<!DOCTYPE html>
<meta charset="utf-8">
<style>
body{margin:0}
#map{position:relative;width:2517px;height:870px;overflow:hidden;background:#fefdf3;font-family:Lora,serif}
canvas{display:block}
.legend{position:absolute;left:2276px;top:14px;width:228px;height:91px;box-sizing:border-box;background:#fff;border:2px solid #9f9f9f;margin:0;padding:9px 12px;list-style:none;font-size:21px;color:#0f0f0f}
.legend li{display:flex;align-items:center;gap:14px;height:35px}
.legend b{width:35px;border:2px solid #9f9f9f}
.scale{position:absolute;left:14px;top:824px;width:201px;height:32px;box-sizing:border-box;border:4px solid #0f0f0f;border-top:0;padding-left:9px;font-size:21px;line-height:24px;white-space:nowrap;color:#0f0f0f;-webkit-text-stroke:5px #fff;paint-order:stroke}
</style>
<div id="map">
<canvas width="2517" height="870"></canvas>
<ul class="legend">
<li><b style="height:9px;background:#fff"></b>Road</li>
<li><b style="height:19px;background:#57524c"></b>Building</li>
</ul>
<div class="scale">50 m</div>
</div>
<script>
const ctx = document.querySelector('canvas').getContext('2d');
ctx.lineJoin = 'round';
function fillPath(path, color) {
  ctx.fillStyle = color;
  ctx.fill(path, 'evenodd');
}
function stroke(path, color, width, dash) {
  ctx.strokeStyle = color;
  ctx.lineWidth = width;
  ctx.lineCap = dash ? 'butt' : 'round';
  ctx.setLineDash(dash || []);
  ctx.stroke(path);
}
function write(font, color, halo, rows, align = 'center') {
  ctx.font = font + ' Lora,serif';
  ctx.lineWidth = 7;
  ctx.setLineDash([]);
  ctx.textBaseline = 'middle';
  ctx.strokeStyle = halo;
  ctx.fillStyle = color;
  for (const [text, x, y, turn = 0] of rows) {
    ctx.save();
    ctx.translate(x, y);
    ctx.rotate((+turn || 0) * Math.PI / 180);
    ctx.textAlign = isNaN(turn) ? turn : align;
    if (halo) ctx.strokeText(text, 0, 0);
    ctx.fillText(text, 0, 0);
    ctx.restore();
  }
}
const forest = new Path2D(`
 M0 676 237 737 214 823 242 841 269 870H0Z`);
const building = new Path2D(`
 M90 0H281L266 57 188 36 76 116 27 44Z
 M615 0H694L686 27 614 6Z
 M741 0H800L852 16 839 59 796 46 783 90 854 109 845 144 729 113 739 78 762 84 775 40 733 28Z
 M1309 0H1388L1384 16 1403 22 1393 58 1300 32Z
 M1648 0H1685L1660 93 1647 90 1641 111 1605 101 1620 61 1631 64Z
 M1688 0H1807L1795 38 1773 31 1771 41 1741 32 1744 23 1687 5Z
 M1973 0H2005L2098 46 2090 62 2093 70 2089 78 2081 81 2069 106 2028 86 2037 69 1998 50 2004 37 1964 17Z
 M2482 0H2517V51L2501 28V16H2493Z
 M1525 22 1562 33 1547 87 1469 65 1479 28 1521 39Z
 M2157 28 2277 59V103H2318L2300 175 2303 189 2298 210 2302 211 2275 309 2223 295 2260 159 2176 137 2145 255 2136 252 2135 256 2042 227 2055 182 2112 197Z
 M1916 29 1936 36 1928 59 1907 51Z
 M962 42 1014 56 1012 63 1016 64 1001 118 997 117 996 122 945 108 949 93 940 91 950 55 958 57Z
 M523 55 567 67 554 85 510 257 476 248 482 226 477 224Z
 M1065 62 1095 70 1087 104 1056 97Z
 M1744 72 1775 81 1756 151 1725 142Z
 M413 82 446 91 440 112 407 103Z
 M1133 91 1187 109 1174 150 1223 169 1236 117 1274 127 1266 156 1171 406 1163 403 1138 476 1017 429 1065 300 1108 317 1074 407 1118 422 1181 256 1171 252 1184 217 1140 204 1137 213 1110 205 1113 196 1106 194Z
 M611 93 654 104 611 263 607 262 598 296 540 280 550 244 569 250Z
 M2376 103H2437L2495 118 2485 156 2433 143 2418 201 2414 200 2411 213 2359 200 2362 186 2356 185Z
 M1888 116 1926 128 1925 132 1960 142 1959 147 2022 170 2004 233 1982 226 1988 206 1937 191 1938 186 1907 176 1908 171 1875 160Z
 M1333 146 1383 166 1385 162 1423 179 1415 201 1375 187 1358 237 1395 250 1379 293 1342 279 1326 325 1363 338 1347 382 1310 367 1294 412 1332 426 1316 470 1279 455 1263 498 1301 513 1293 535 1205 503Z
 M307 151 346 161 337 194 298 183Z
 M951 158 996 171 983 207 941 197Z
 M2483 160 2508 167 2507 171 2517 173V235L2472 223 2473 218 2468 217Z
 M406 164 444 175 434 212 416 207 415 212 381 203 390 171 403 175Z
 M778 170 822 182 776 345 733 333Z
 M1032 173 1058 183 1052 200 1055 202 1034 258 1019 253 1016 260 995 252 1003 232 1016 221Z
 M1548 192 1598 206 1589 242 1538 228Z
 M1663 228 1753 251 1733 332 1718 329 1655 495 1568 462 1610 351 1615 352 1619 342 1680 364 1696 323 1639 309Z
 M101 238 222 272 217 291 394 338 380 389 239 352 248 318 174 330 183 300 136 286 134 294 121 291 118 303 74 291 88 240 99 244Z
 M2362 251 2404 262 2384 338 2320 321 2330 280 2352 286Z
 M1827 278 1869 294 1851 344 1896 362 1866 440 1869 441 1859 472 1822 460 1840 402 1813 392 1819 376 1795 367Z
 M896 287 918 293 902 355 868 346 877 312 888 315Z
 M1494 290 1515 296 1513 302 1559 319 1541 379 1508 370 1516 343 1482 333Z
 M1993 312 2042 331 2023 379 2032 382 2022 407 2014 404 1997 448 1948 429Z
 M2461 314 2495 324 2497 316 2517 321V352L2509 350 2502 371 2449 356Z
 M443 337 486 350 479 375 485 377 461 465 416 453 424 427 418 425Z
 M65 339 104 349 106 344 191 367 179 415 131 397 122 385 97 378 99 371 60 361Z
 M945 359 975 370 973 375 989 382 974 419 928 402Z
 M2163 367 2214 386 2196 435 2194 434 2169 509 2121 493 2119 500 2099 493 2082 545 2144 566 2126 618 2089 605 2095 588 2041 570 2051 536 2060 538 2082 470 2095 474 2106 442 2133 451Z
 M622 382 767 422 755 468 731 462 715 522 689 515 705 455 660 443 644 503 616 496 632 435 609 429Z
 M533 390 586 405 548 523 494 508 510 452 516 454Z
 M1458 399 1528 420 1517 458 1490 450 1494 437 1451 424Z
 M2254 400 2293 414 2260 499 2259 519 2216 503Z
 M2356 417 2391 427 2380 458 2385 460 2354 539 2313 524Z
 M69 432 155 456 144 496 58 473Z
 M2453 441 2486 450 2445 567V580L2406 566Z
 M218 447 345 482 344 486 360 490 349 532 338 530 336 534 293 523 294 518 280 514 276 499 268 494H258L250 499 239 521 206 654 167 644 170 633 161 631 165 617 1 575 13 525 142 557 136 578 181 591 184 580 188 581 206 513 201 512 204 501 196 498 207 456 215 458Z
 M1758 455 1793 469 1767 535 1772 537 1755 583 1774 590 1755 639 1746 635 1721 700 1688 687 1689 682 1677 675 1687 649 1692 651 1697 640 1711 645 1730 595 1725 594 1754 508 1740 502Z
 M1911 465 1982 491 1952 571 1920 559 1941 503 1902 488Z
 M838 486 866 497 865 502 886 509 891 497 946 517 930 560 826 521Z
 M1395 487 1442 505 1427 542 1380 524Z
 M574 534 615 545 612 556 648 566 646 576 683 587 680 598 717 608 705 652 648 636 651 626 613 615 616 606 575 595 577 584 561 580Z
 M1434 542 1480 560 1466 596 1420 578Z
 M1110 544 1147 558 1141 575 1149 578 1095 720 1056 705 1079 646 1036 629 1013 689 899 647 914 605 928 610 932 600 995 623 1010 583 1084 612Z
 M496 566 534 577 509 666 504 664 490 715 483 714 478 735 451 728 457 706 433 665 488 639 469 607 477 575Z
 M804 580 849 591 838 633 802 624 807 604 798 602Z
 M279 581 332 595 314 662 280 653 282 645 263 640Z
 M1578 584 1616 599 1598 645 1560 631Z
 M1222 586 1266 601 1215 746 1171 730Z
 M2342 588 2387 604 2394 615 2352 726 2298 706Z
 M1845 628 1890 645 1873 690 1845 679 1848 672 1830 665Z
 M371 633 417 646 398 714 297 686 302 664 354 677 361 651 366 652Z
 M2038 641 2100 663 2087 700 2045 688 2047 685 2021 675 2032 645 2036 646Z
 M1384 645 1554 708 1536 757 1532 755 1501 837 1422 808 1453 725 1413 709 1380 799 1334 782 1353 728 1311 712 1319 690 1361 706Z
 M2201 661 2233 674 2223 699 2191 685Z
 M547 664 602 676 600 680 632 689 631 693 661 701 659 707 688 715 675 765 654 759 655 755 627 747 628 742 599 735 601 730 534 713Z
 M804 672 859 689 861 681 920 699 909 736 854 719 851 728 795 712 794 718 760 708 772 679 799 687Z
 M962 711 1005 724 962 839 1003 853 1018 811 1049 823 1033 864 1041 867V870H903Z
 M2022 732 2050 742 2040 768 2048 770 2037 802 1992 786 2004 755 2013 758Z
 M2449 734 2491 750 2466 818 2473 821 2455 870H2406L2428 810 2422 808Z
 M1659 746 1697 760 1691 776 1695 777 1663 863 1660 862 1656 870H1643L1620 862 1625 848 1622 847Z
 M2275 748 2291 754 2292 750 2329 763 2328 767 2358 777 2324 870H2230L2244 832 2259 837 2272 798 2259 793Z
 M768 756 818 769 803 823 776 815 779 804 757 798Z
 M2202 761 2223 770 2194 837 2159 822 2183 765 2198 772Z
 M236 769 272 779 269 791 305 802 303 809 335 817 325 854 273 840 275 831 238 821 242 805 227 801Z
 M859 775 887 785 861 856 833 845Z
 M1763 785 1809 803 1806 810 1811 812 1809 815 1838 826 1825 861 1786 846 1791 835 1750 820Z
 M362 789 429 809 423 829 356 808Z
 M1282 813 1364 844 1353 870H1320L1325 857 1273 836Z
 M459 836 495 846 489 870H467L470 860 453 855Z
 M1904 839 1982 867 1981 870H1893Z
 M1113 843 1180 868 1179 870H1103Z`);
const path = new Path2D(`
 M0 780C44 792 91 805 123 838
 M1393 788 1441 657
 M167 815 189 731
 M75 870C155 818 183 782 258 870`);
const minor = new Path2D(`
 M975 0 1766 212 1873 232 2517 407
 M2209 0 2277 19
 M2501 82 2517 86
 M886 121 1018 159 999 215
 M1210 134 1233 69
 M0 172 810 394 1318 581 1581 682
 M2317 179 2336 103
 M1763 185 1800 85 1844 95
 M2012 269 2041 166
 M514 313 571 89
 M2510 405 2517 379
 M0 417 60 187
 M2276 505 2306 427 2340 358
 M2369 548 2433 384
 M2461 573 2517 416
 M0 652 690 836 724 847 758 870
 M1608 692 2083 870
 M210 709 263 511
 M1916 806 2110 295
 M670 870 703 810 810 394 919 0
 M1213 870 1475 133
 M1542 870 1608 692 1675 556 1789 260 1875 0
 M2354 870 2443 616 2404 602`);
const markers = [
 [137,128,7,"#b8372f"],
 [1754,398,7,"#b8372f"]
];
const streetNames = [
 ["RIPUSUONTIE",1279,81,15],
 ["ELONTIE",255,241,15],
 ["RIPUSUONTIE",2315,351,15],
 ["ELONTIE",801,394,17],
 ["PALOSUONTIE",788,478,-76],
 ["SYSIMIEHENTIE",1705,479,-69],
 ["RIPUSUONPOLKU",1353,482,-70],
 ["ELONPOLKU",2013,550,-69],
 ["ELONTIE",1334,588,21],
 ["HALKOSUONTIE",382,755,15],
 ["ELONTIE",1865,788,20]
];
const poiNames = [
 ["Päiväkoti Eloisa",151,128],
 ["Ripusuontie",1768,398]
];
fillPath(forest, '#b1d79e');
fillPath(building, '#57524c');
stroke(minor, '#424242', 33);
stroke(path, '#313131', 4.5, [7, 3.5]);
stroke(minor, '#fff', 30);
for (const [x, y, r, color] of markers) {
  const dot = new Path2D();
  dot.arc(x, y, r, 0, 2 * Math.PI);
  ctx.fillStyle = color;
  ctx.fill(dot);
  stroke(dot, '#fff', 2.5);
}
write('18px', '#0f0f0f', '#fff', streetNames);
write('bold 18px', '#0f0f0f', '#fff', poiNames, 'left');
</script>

════════════════════

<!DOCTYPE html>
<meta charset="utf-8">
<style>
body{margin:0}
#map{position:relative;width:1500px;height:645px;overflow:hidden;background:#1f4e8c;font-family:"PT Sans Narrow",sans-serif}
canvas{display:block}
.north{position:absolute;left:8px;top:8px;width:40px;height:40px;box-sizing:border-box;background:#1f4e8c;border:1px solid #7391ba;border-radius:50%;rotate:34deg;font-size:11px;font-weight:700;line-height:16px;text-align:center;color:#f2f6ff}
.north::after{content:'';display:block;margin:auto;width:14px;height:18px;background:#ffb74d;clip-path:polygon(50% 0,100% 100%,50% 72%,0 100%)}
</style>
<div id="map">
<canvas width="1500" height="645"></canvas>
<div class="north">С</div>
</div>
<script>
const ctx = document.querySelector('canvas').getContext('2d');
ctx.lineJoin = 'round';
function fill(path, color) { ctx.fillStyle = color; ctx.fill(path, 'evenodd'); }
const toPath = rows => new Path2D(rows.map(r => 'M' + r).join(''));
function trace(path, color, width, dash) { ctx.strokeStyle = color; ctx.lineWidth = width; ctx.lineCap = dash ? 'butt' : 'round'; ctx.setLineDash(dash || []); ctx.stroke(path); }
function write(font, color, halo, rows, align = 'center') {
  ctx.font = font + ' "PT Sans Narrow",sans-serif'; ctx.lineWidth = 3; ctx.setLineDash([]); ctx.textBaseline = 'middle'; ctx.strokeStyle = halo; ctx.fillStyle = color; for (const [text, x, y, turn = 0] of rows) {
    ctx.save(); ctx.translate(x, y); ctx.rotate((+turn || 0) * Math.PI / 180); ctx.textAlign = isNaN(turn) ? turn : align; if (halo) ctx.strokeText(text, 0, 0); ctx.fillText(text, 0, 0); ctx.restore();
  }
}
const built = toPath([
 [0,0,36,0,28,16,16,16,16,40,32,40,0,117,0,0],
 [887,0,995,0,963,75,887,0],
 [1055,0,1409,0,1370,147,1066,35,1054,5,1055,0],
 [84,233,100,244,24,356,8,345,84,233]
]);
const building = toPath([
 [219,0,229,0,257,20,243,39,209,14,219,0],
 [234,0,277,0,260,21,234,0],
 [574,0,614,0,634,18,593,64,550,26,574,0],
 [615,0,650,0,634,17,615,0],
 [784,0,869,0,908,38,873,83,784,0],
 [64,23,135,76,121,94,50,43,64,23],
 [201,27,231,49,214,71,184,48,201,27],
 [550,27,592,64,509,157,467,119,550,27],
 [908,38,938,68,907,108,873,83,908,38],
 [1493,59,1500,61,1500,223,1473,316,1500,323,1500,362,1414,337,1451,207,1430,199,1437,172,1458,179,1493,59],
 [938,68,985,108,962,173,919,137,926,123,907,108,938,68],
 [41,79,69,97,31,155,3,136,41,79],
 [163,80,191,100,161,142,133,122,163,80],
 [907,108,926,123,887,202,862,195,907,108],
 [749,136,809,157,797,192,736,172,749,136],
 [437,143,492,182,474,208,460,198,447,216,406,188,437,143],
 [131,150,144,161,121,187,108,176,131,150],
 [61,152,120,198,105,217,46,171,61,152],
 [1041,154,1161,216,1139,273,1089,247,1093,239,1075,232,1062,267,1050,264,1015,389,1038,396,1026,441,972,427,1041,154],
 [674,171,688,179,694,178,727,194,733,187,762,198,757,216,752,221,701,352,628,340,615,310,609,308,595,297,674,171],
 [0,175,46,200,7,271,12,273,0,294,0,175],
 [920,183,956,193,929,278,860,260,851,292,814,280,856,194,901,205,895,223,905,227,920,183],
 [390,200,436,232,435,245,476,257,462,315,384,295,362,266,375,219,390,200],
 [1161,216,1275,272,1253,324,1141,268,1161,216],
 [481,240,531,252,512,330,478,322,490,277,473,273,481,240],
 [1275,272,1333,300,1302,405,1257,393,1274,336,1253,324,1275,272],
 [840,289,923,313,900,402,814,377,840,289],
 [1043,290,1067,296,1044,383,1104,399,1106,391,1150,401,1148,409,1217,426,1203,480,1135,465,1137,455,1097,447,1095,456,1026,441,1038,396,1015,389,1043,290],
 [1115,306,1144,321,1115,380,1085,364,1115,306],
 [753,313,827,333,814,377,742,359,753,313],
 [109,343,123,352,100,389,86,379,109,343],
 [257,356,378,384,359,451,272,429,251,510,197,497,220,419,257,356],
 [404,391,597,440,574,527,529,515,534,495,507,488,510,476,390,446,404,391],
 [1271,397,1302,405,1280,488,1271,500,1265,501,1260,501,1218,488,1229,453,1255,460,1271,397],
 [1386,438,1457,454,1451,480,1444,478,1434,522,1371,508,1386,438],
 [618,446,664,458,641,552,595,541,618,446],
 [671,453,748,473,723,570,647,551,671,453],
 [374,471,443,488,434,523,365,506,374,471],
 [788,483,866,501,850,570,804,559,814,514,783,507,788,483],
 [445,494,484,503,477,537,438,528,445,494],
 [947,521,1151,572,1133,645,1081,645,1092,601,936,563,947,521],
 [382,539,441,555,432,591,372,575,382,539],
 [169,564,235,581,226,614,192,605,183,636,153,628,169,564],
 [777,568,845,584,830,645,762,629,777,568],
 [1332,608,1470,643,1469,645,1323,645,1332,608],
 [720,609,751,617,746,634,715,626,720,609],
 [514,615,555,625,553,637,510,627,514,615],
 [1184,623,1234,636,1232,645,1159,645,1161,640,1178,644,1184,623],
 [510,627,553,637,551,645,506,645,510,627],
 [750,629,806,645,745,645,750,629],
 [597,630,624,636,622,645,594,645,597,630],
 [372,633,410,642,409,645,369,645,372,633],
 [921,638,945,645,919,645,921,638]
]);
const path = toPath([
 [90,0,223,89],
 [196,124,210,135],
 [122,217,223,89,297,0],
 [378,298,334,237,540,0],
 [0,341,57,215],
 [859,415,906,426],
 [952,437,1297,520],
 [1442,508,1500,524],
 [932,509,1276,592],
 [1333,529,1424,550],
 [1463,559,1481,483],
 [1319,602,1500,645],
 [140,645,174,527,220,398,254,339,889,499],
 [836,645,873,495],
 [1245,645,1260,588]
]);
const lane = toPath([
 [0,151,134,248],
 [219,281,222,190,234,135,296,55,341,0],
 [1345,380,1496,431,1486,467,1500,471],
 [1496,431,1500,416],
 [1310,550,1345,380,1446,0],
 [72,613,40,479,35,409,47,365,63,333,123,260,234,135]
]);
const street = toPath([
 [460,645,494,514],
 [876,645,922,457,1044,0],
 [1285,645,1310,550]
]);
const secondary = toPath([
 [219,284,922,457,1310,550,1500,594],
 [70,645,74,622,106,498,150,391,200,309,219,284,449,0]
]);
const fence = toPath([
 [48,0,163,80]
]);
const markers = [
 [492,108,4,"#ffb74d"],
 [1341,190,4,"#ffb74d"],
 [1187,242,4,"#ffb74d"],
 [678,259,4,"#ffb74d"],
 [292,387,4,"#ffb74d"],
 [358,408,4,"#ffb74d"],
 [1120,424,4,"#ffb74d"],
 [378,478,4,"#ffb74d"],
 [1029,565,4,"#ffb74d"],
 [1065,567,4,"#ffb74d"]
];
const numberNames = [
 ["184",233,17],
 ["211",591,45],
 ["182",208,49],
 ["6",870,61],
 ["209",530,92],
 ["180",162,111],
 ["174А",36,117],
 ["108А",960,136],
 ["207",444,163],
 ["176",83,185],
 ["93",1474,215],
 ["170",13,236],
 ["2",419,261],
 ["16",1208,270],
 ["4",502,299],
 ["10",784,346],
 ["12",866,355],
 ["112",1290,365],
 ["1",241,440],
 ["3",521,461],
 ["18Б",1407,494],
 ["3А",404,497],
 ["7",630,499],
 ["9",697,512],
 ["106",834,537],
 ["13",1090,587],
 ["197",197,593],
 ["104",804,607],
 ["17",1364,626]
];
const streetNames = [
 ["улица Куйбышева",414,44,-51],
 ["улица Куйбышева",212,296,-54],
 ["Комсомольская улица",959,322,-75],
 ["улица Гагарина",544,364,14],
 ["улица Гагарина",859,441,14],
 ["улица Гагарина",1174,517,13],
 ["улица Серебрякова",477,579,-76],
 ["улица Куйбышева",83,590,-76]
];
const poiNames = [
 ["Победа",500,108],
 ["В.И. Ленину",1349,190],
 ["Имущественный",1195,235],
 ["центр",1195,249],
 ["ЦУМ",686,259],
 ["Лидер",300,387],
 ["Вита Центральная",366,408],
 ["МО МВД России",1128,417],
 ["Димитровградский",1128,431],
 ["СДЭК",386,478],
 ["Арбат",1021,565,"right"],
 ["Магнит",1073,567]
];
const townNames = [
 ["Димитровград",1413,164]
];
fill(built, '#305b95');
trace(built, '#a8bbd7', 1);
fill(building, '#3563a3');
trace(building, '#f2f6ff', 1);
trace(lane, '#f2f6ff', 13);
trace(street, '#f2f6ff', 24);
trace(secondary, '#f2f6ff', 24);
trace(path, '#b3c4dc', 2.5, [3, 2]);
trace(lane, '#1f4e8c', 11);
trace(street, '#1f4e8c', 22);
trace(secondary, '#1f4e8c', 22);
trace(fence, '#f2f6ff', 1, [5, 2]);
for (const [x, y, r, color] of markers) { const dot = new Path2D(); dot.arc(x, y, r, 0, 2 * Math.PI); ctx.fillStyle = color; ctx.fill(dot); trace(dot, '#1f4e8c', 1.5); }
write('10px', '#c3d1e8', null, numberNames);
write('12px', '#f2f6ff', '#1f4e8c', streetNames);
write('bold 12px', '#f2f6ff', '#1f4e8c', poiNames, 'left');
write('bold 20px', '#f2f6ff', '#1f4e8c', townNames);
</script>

════════════════════

- **WHAT IS REQUIRED**
Every line that contains the string "lineCap" should be returned from the data.

- **WRITTEN ANSWER**
  ctx.lineCap = dash ? 'butt' : 'round';
function trace(path, color, width, dash) { ctx.strokeStyle = color; ctx.lineWidth = width; ctx.lineCap = dash ? 'butt' : 'round'; ctx.setLineDash(dash || []); ctx.stroke(path); }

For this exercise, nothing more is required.